Local or remote: archives are read from local files or, with httpfs loaded, straight from S3/HTTP via byte-range requests — a query against a multi-GB remote archive fetches only the bytes it touches, and recently-used remote handles are kept warm between calls.

The zim:// filesystem: a read-only filesystem registers zim://, so any path-reading function — DuckDB's own read_text / read_blob, or webbed's read_html, or anything else that goes through the file layer — can address an entry inside an archive (zim://wikipedia.zim/A/Photosynthesis), including globs. Redirects resolve like symlinks. This composes the whole ecosystem over ZIM contents with no coupling and no GPL linkage into those extensions.

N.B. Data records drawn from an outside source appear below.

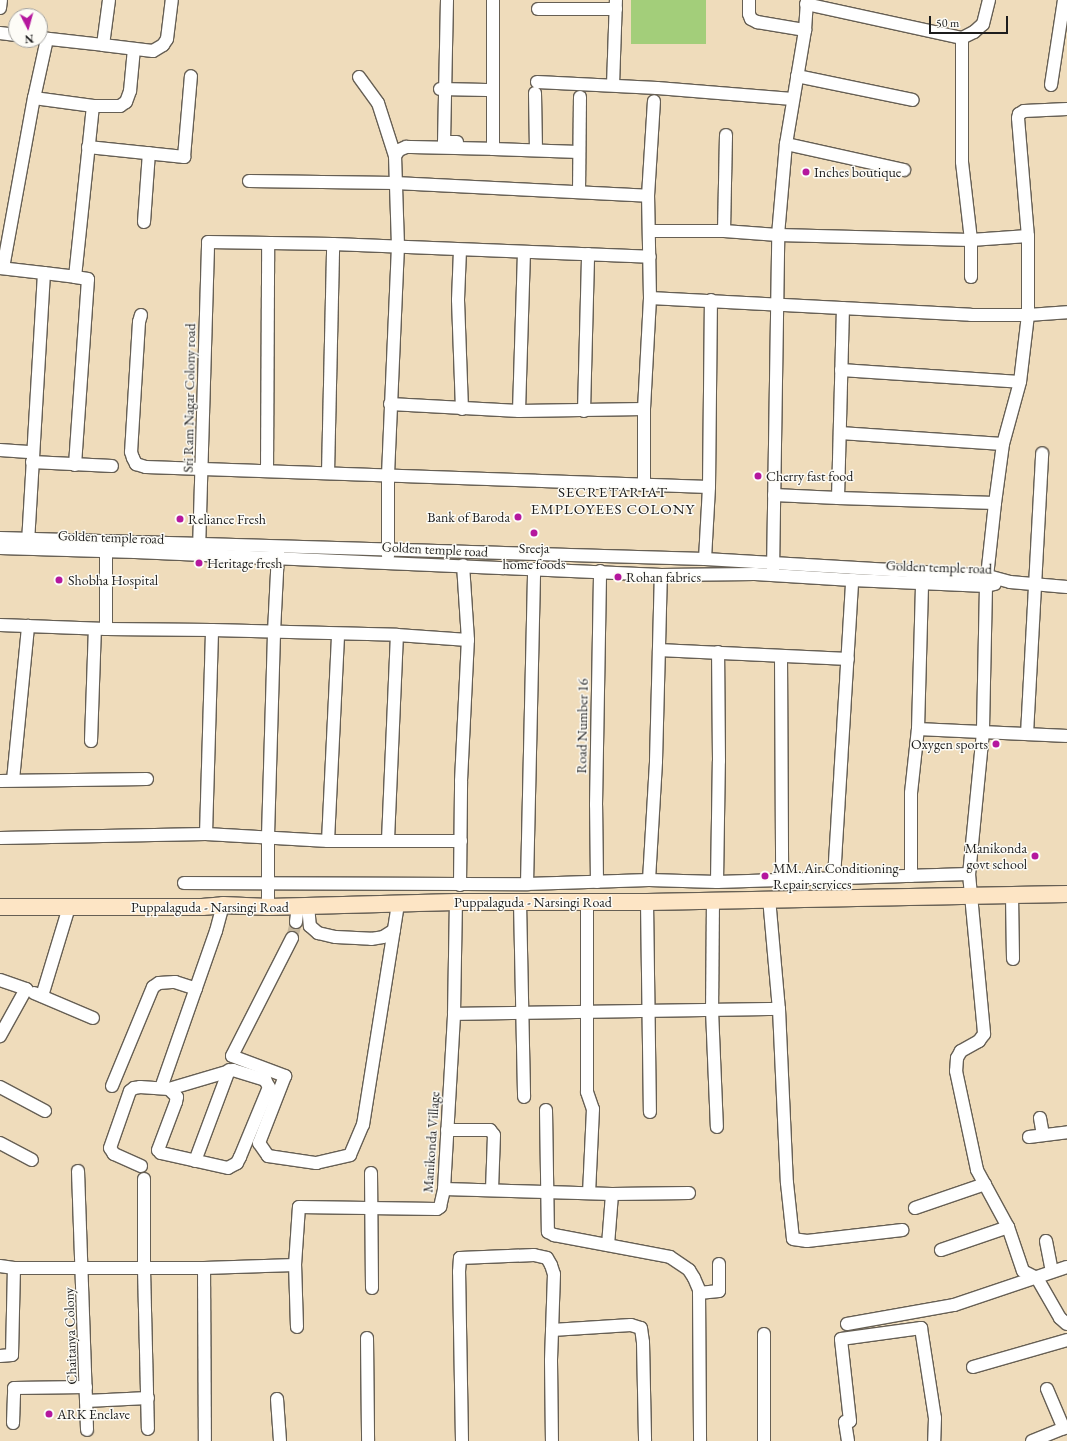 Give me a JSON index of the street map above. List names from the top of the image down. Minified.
{"streets":{"street":["Sri Ram Nagar Colony road","Golden temple road","Road Number 16","Puppalaguda - Narsingi Road","Manikonda Village","Chaitanya Colony"]},"crossings":[["Sri Ram Nagar Colony road","Golden temple road"],["Golden temple road","Road Number 16"],["Puppalaguda - Narsingi Road","Manikonda Village"]],"districts":["SECRETARIAT EMPLOYEES COLONY"],"places":["Inches boutique","Cherry fast food","Bank of Baroda","Reliance Fresh","Sreeja home foods","Heritage fresh","Rohan fabrics","Shobha Hospital","Oxygen sports","Manikonda govt school","MM. Air Conditioning Repair services","ARK Enclave"],"scale_bar":"50 m","north":"bottom"} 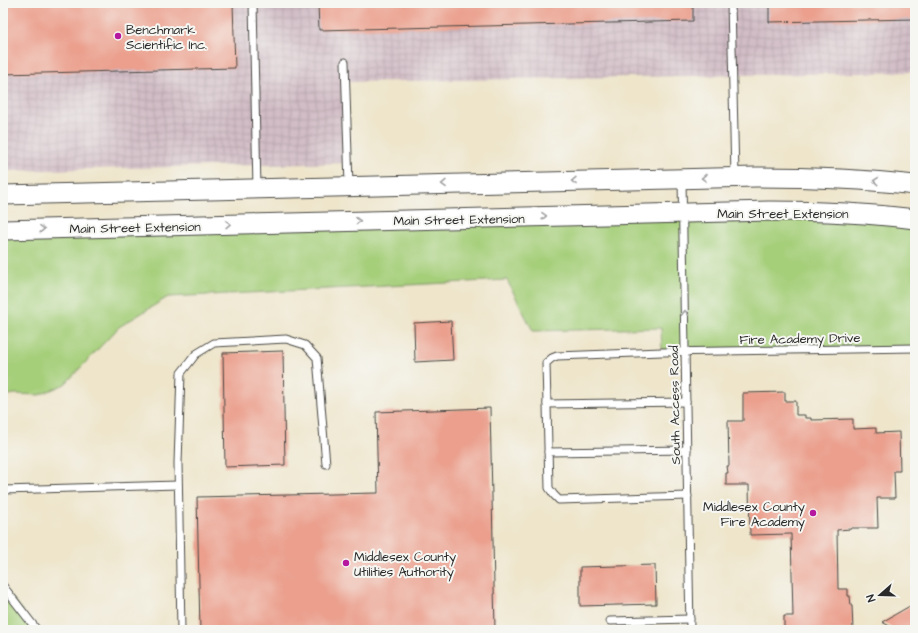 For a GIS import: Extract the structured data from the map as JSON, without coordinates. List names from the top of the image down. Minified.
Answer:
{"streets":{"main road":["Main Street Extension"],"lane":["Fire Academy Drive","South Access Road"]},"crossings":[["Main Street Extension","South Access Road"],["Fire Academy Drive","South Access Road"]],"places":["Benchmark Scientific Inc.","Middlesex County Fire Academy","Middlesex County Utilities Authority"],"north":"left"} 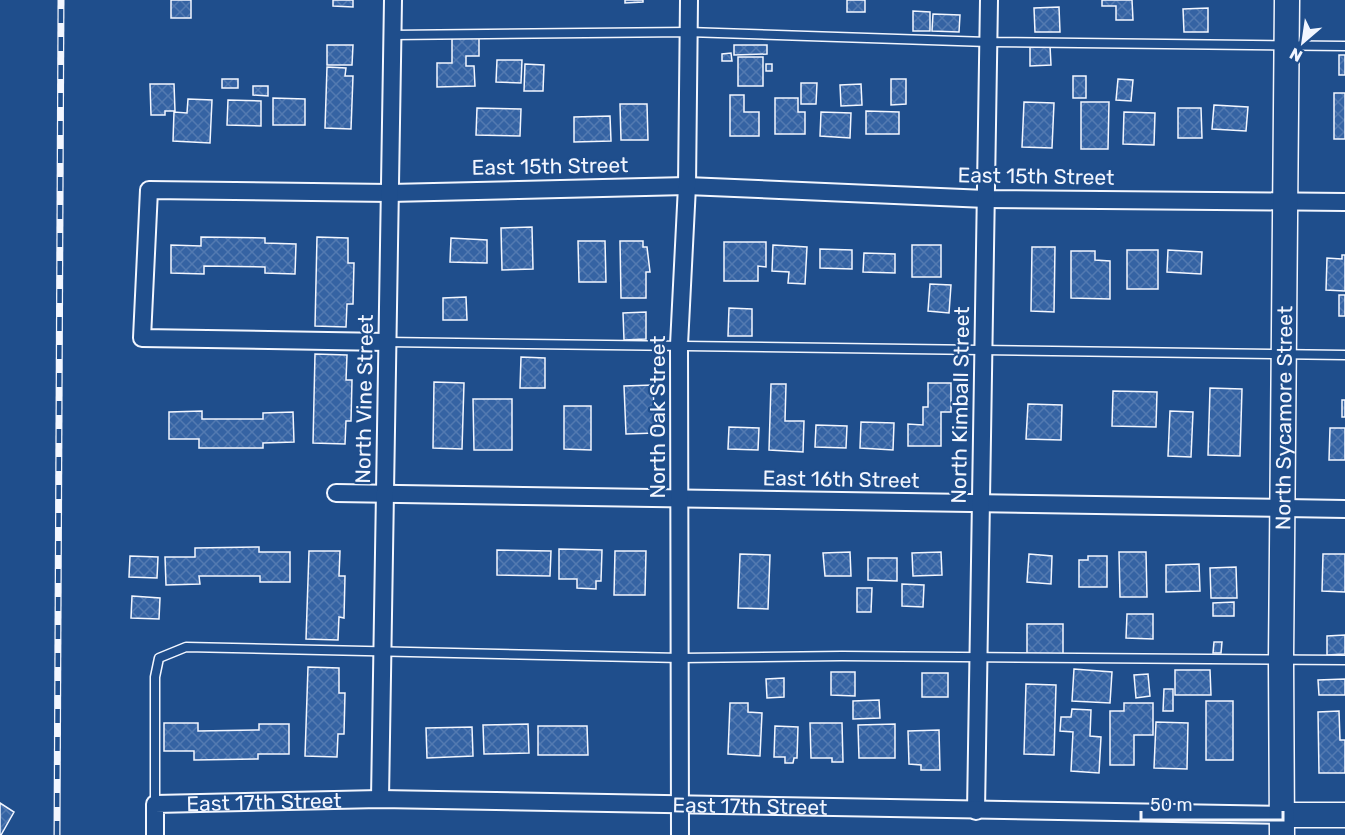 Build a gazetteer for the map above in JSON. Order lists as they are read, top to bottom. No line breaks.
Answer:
{"streets":{"main road":["North Sycamore Street","East 17th Street"],"street":["East 15th Street","North Vine Street","North Kimball Street","North Oak Street","East 16th Street"]},"crossings":[["East 15th Street","North Vine Street"],["East 15th Street","North Kimball Street"],["East 15th Street","North Oak Street"],["East 15th Street","North Sycamore Street"],["North Vine Street","East 16th Street"],["North Vine Street","East 17th Street"],["North Kimball Street","East 16th Street"],["North Kimball Street","East 17th Street"],["North Oak Street","East 16th Street"],["North Oak Street","East 17th Street"],["North Sycamore Street","East 16th Street"],["North Sycamore Street","East 17th Street"]],"scale_bar":"50 m","north":"bottom left"} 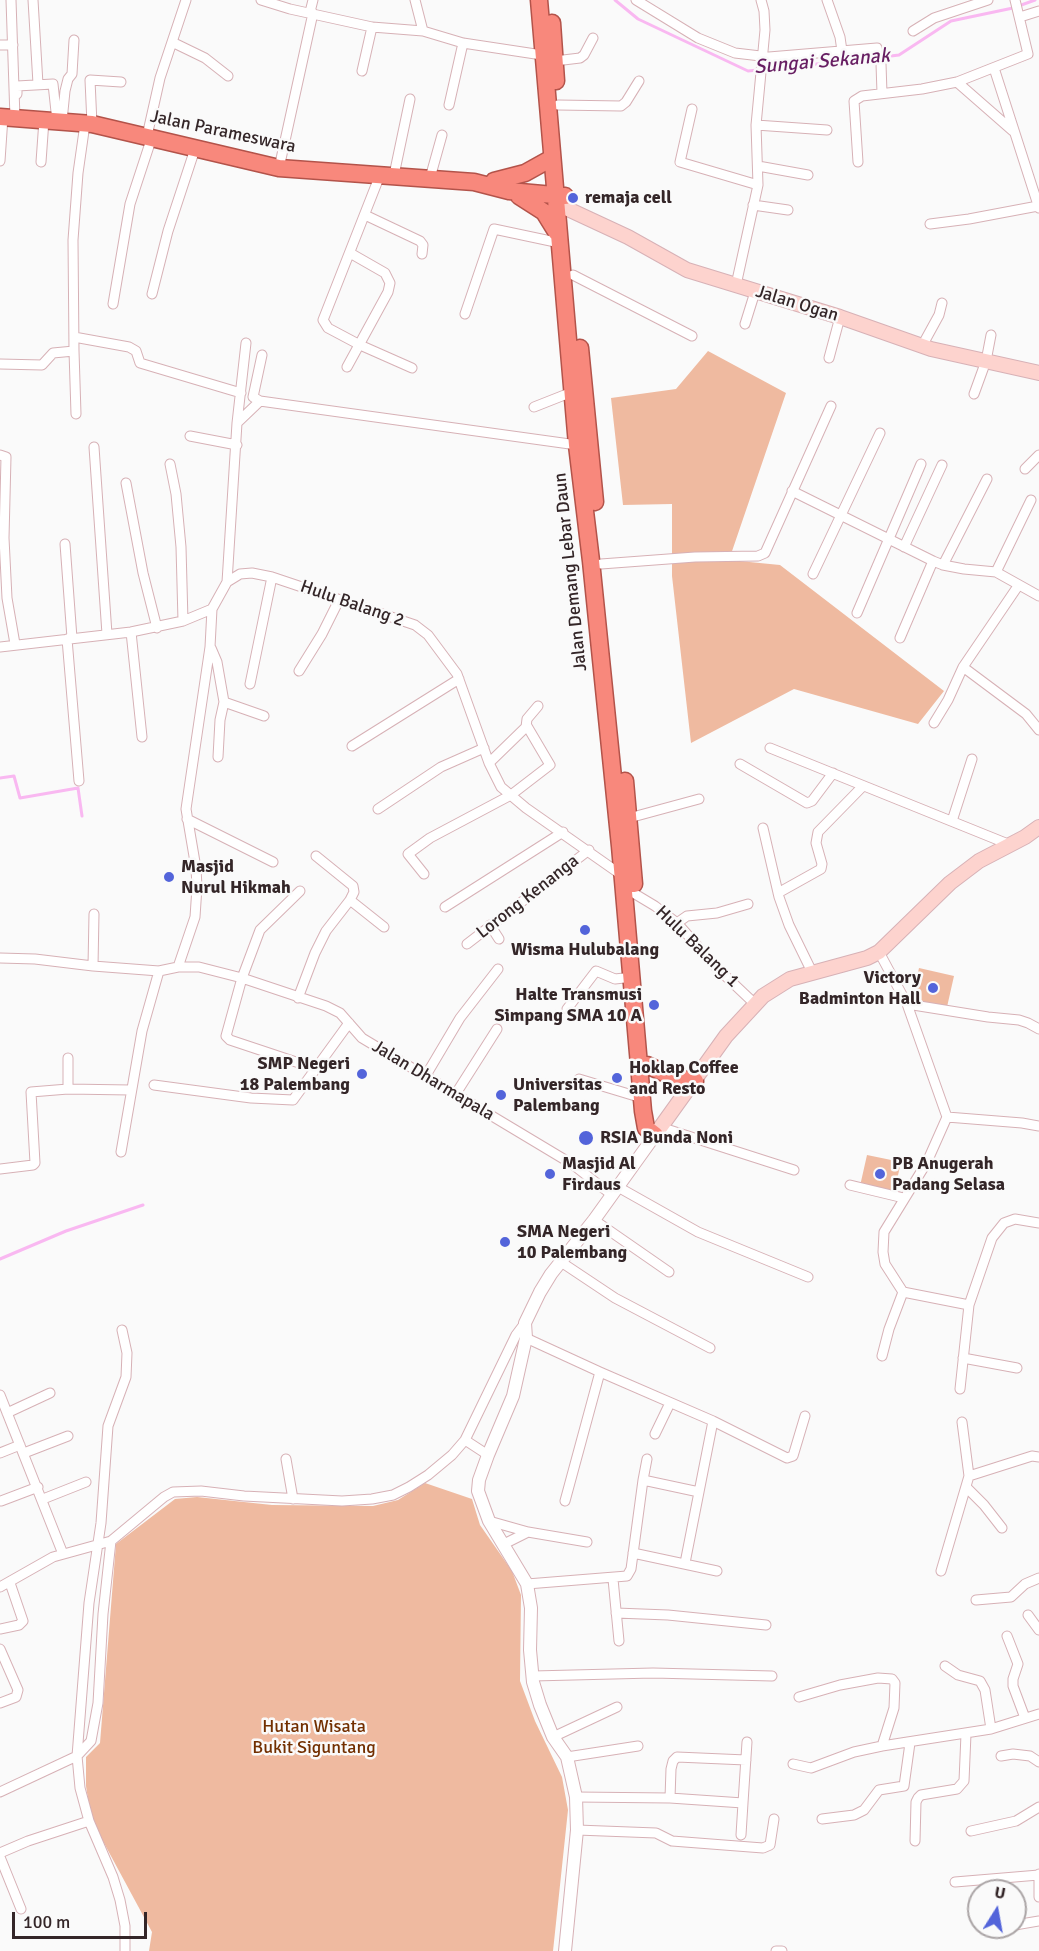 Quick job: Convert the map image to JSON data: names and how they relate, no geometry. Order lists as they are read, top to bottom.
{
  "streets": {
    "highway": ["Jalan Parameswara", "Jalan Demang Lebar Daun"],
    "main road": ["Jalan Ogan"],
    "street": [
      "Hulu Balang 2",
      "Lorong Kenanga",
      "Hulu Balang 1",
      "Jalan Dharmapala"
    ]
  },
  "crossings": [
    ["Jalan Ogan", "Jalan Demang Lebar Daun"],
    ["Jalan Demang Lebar Daun", "Hulu Balang 2"],
    ["Jalan Demang Lebar Daun", "Hulu Balang 1"],
    ["Hulu Balang 2", "Lorong Kenanga"],
    ["Hulu Balang 2", "Hulu Balang 1"]
  ],
  "water": ["Sungai Sekanak"],
  "parks": ["Hutan Wisata Bukit Siguntang"],
  "places": [
    "remaja cell",
    "Masjid Nurul Hikmah",
    "Wisma Hulubalang",
    "Victory Badminton Hall",
    "Halte Transmusi Simpang SMA 10 A",
    "SMP Negeri 18 Palembang",
    "Hoklap Coffee and Resto",
    "Universitas Palembang",
    "RSIA Bunda Noni",
    "Masjid Al Firdaus",
    "PB Anugerah Padang Selasa",
    "SMA Negeri 10 Palembang"
  ],
  "scale_bar": "100 m",
  "north": "top"
} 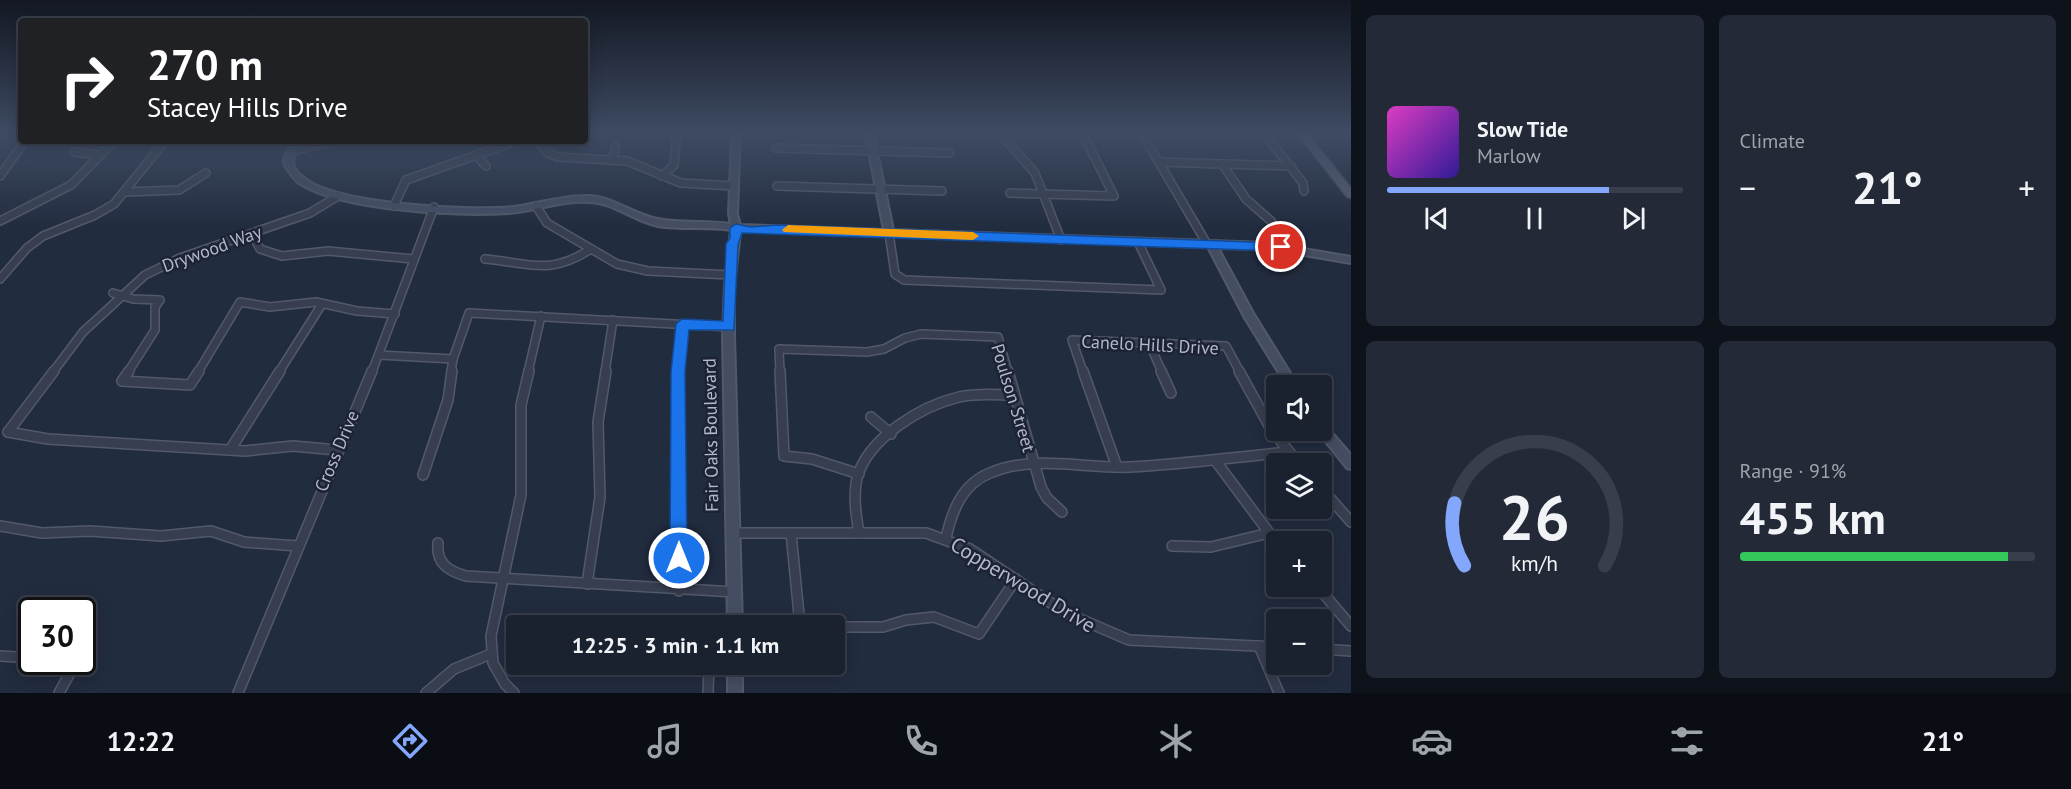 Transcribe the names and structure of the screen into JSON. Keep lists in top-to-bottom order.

Full-text search & suggestions: when the archive carries a Xapian index, zim_search() queries it, returning (path, title, score, snippet, file) ranked by relevance; zim_suggest() gives title autocomplete and works on every build (it falls back to a title-prefix listing without Xapian, so it's available on WebAssembly too, where full-text search is not). Both are federated: the first argument can be a single path, a glob, or a LIST, so a query runs across many archives at once.

Metadata, scalars & utilities: read_zim_metadata(), zim_metadata() / zim_metadata_keys(), zim_counter() (the self-describing mimetype histogram), and zim_info() (counts, flags, uuid); plus zim_get_content / zim_get_text, zim_has_entry, zim_redirect_target, zim_mimetype, zim_main_entry, zim_illustration (cover image), zim_random, and zim_check (integrity).

Every VARCHAR output is binary-safe — non-UTF-8 bytes come back as NULL rather than being mangled. Built on libzim; licensed GPL-2.0-or-later, inherited from libzim.

Added Functions

function_name function_type description comment examples
read_zim table NULL NULL  
read_zim_metadata table NULL NULL  
zim_check scalar NULL NULL  
zim_counter scalar NULL NULL  
zim_get_content scalar NULL NULL  
zim_get_text scalar NULL NULL  
zim_has_entry scalar NULL NULL  
zim_illustration scalar NULL NULL  
zim_info scalar NULL NULL  
zim_main_entry scalar NULL NULL  
zim_metadata scalar NULL NULL  
zim_metadata_keys scalar NULL NULL  
zim_mimetype scalar NULL NULL  
zim_random scalar NULL NULL  
zim_redirect_target scalar NULL NULL  
zim_search table NULL NULL  
zim_suggest table NULL NULL  

Overloaded Functions

This extension does not add any function overloads.

Added Types

This extension does not add any types.

Added Settings

This extension does not add any settings.